(Source data)
━━━━━━

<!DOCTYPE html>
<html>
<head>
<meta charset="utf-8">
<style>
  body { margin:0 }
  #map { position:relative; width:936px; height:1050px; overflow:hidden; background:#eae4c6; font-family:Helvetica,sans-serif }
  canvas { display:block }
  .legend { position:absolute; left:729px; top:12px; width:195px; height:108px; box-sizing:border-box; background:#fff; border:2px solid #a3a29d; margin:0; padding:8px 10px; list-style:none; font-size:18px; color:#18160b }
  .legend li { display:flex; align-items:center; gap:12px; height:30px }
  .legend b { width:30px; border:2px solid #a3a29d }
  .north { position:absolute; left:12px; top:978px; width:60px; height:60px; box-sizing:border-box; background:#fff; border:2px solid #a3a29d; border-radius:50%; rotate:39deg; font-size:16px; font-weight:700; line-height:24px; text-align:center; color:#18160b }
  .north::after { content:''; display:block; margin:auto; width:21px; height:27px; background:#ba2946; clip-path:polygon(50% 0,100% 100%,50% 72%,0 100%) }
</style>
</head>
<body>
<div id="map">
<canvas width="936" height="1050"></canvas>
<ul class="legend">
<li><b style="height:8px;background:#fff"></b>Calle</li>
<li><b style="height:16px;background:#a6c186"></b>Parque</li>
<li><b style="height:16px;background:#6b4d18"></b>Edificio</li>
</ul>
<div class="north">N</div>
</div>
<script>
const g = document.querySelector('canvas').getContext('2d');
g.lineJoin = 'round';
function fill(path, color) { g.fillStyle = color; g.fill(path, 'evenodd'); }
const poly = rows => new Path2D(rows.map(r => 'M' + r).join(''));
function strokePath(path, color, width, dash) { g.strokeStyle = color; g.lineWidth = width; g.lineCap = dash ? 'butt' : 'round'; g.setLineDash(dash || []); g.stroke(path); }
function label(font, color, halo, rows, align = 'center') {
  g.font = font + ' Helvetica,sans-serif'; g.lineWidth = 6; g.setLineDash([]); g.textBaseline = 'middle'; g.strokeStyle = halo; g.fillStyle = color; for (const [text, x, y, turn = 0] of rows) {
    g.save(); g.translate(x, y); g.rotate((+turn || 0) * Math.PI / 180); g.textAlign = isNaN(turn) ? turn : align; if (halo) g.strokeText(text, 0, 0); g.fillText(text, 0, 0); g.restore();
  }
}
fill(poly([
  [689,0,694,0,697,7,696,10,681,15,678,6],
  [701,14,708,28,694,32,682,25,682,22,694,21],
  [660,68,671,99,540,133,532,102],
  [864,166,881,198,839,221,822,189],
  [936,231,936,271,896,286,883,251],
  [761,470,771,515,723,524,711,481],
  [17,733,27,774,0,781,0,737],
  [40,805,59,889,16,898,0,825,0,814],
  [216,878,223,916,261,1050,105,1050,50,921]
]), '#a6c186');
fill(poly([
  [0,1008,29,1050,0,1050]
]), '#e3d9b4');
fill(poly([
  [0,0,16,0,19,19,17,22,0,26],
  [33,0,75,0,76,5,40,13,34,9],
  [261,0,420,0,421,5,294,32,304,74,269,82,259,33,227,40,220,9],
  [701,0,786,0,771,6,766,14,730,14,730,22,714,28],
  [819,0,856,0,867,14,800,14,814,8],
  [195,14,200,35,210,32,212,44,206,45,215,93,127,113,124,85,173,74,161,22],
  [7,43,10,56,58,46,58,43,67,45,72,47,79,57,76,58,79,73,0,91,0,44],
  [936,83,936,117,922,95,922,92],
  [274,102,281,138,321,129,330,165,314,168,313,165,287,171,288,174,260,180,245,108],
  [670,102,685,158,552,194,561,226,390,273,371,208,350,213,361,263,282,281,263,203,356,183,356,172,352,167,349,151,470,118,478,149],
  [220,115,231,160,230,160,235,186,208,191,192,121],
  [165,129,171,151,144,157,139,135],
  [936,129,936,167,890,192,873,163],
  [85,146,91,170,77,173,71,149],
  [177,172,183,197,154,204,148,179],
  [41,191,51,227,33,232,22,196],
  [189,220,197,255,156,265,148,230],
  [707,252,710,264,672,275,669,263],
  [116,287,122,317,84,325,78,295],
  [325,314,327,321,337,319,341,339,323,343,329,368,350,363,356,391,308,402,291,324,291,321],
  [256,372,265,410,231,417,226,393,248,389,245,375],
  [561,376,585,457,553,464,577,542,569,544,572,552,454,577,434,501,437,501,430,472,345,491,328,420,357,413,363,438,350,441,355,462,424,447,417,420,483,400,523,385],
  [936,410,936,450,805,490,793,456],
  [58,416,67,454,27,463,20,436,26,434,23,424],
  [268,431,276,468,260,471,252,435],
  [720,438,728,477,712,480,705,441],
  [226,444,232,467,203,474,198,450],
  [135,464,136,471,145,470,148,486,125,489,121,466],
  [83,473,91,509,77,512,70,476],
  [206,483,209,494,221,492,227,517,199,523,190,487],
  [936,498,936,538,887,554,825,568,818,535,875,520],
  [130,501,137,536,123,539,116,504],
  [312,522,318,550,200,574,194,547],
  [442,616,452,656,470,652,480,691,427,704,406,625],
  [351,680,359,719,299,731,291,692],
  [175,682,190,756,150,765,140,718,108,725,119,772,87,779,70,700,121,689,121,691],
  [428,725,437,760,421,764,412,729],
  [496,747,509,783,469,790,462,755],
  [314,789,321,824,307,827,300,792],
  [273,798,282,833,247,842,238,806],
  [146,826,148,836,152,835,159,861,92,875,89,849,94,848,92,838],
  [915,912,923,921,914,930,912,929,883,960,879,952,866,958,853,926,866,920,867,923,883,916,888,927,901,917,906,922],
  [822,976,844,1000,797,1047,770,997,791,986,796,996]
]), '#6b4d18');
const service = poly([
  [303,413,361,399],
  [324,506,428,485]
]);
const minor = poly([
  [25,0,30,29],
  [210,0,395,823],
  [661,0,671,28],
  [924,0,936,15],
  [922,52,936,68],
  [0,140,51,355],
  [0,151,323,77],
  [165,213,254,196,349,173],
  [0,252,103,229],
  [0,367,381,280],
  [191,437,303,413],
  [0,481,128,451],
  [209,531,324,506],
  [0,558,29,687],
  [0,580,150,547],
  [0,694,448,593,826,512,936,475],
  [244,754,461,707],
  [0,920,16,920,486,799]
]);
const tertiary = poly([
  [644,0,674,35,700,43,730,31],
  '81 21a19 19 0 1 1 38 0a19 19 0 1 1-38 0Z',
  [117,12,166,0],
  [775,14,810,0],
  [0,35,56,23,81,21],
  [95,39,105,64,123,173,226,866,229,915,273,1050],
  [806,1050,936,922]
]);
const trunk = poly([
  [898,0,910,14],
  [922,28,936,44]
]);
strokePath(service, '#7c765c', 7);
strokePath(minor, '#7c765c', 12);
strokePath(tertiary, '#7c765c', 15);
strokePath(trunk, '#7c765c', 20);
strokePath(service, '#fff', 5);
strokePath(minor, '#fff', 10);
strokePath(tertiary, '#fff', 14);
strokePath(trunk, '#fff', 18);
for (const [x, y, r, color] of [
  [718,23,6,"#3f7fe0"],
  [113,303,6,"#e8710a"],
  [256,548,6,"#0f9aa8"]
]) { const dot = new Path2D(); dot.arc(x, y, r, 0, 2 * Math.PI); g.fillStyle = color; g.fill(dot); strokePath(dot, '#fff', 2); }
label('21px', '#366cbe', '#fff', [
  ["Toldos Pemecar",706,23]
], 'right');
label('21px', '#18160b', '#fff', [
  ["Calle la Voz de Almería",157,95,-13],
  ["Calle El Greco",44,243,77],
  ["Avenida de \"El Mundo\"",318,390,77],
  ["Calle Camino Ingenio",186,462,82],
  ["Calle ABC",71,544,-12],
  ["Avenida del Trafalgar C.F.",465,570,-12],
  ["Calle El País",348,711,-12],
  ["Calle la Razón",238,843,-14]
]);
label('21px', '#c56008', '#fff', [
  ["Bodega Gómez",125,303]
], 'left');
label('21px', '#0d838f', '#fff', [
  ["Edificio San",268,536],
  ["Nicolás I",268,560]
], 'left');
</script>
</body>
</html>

━━━━━━

Assignment: Lines above that contain the string "strokeStyle" make up the answer.

Task solution:
function strokePath(path, color, width, dash) { g.strokeStyle = color; g.lineWidth = width; g.lineCap = dash ? 'butt' : 'round'; g.setLineDash(dash || []); g.stroke(path); }
  g.font = font + ' Helvetica,sans-serif'; g.lineWidth = 6; g.setLineDash([]); g.textBaseline = 'middle'; g.strokeStyle = halo; g.fillStyle = color; for (const [text, x, y, turn = 0] of rows) {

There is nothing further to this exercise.